* _DATA SUPPLIED_
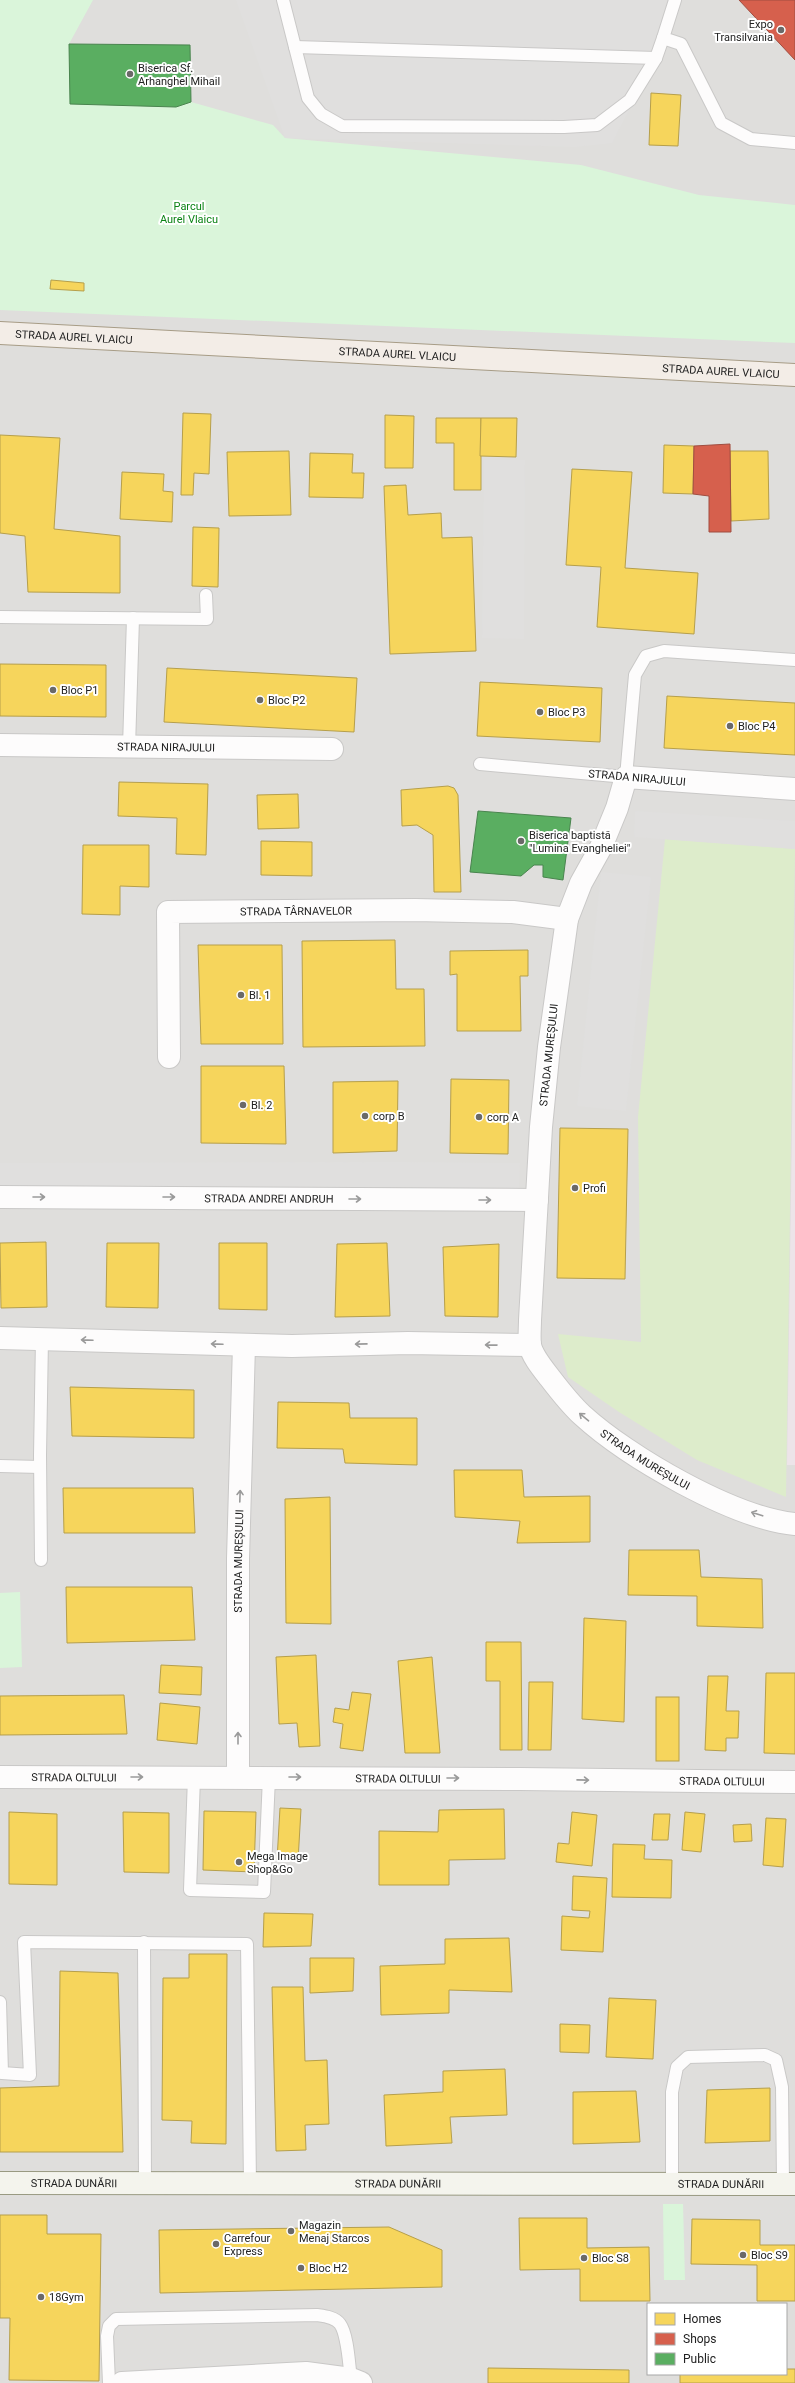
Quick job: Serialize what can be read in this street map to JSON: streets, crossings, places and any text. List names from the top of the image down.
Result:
{
  "streets": {
    "main road": ["STRADA AUREL VLAICU"],
    "street": [
      "STRADA NIRAJULUI",
      "STRADA TÂRNAVELOR",
      "STRADA MUREȘULUI",
      "STRADA ANDREI ANDRUH",
      "STRADA OLTULUI",
      "STRADA DUNĂRII"
    ]
  },
  "crossings": [
    ["STRADA NIRAJULUI", "STRADA MUREȘULUI"],
    ["STRADA TÂRNAVELOR", "STRADA MUREȘULUI"],
    ["STRADA MUREȘULUI", "STRADA ANDREI ANDRUH"],
    ["STRADA MUREȘULUI", "STRADA OLTULUI"]
  ],
  "one_way": ["STRADA MUREȘULUI", "STRADA OLTULUI"],
  "parks": ["Parcul Aurel Vlaicu"],
  "places": [
    "Expo Transilvania",
    "Biserica Sf. Arhanghel Mihail",
    "Bloc P1",
    "Bloc P2",
    "Bloc P3",
    "Bloc P4",
    "Biserica baptistă \"Lumina Evangheliei\"",
    "Bl. 1",
    "Bl. 2",
    "corp B",
    "corp A",
    "Profi",
    "Mega Image Shop&Go",
    "Magazin Menaj Starcos",
    "Carrefour Express",
    "Bloc S9",
    "Bloc S8",
    "Bloc H2",
    "18Gym"
  ],
  "legend": ["Homes", "Shops", "Public"]
}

* _YOUR ASSIGNMENT_
Repeat the whole listing above word for word. Leave out the pictures.

* _SOLUTION FOR THIS EXERCISE_
Quick job: Serialize what can be read in this street map to JSON: streets, crossings, places and any text. List names from the top of the image down.
Result:
{
  "streets": {
    "main road": ["STRADA AUREL VLAICU"],
    "street": [
      "STRADA NIRAJULUI",
      "STRADA TÂRNAVELOR",
      "STRADA MUREȘULUI",
      "STRADA ANDREI ANDRUH",
      "STRADA OLTULUI",
      "STRADA DUNĂRII"
    ]
  },
  "crossings": [
    ["STRADA NIRAJULUI", "STRADA MUREȘULUI"],
    ["STRADA TÂRNAVELOR", "STRADA MUREȘULUI"],
    ["STRADA MUREȘULUI", "STRADA ANDREI ANDRUH"],
    ["STRADA MUREȘULUI", "STRADA OLTULUI"]
  ],
  "one_way": ["STRADA MUREȘULUI", "STRADA OLTULUI"],
  "parks": ["Parcul Aurel Vlaicu"],
  "places": [
    "Expo Transilvania",
    "Biserica Sf. Arhanghel Mihail",
    "Bloc P1",
    "Bloc P2",
    "Bloc P3",
    "Bloc P4",
    "Biserica baptistă \"Lumina Evangheliei\"",
    "Bl. 1",
    "Bl. 2",
    "corp B",
    "corp A",
    "Profi",
    "Mega Image Shop&Go",
    "Magazin Menaj Starcos",
    "Carrefour Express",
    "Bloc S9",
    "Bloc S8",
    "Bloc H2",
    "18Gym"
  ],
  "legend": ["Homes", "Shops", "Public"]
}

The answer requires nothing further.